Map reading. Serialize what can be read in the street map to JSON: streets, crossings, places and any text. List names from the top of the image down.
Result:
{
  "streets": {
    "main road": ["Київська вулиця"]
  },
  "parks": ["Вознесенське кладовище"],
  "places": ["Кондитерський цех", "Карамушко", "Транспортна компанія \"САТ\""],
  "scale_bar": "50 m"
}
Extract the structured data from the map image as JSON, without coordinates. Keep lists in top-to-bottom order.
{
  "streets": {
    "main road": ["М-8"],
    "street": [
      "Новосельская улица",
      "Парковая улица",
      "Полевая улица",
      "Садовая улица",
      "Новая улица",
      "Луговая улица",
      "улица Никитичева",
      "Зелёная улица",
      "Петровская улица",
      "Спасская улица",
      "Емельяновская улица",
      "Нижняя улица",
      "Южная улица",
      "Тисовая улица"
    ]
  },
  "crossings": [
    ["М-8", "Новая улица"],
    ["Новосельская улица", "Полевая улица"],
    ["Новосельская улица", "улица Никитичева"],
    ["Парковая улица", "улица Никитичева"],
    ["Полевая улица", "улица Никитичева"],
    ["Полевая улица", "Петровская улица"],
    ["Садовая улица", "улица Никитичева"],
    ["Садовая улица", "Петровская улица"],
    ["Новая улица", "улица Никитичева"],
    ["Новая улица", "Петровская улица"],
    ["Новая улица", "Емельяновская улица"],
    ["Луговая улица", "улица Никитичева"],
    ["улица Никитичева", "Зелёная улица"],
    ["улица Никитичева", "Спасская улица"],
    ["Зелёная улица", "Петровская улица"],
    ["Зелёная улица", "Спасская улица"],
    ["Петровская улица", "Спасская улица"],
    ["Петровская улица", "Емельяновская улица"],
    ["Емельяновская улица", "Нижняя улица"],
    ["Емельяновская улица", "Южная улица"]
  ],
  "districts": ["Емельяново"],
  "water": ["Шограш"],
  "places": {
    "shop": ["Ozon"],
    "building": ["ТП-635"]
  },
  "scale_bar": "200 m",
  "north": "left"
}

## [YOUR INSTRUCTIONS]
In your answer, reproduce every entry exactly as it was written.

## [ANSWER BELOW]
Map reading. Serialize what can be read in the street map to JSON: streets, crossings, places and any text. List names from the top of the image down.
Result:
{
  "streets": {
    "main road": ["Київська вулиця"]
  },
  "parks": ["Вознесенське кладовище"],
  "places": ["Кондитерський цех", "Карамушко", "Транспортна компанія \"САТ\""],
  "scale_bar": "50 m"
}
Extract the structured data from the map image as JSON, without coordinates. Keep lists in top-to-bottom order.
{
  "streets": {
    "main road": ["М-8"],
    "street": [
      "Новосельская улица",
      "Парковая улица",
      "Полевая улица",
      "Садовая улица",
      "Новая улица",
      "Луговая улица",
      "улица Никитичева",
      "Зелёная улица",
      "Петровская улица",
      "Спасская улица",
      "Емельяновская улица",
      "Нижняя улица",
      "Южная улица",
      "Тисовая улица"
    ]
  },
  "crossings": [
    ["М-8", "Новая улица"],
    ["Новосельская улица", "Полевая улица"],
    ["Новосельская улица", "улица Никитичева"],
    ["Парковая улица", "улица Никитичева"],
    ["Полевая улица", "улица Никитичева"],
    ["Полевая улица", "Петровская улица"],
    ["Садовая улица", "улица Никитичева"],
    ["Садовая улица", "Петровская улица"],
    ["Новая улица", "улица Никитичева"],
    ["Новая улица", "Петровская улица"],
    ["Новая улица", "Емельяновская улица"],
    ["Луговая улица", "улица Никитичева"],
    ["улица Никитичева", "Зелёная улица"],
    ["улица Никитичева", "Спасская улица"],
    ["Зелёная улица", "Петровская улица"],
    ["Зелёная улица", "Спасская улица"],
    ["Петровская улица", "Спасская улица"],
    ["Петровская улица", "Емельяновская улица"],
    ["Емельяновская улица", "Нижняя улица"],
    ["Емельяновская улица", "Южная улица"]
  ],
  "districts": ["Емельяново"],
  "water": ["Шограш"],
  "places": {
    "shop": ["Ozon"],
    "building": ["ТП-635"]
  },
  "scale_bar": "200 m",
  "north": "left"
}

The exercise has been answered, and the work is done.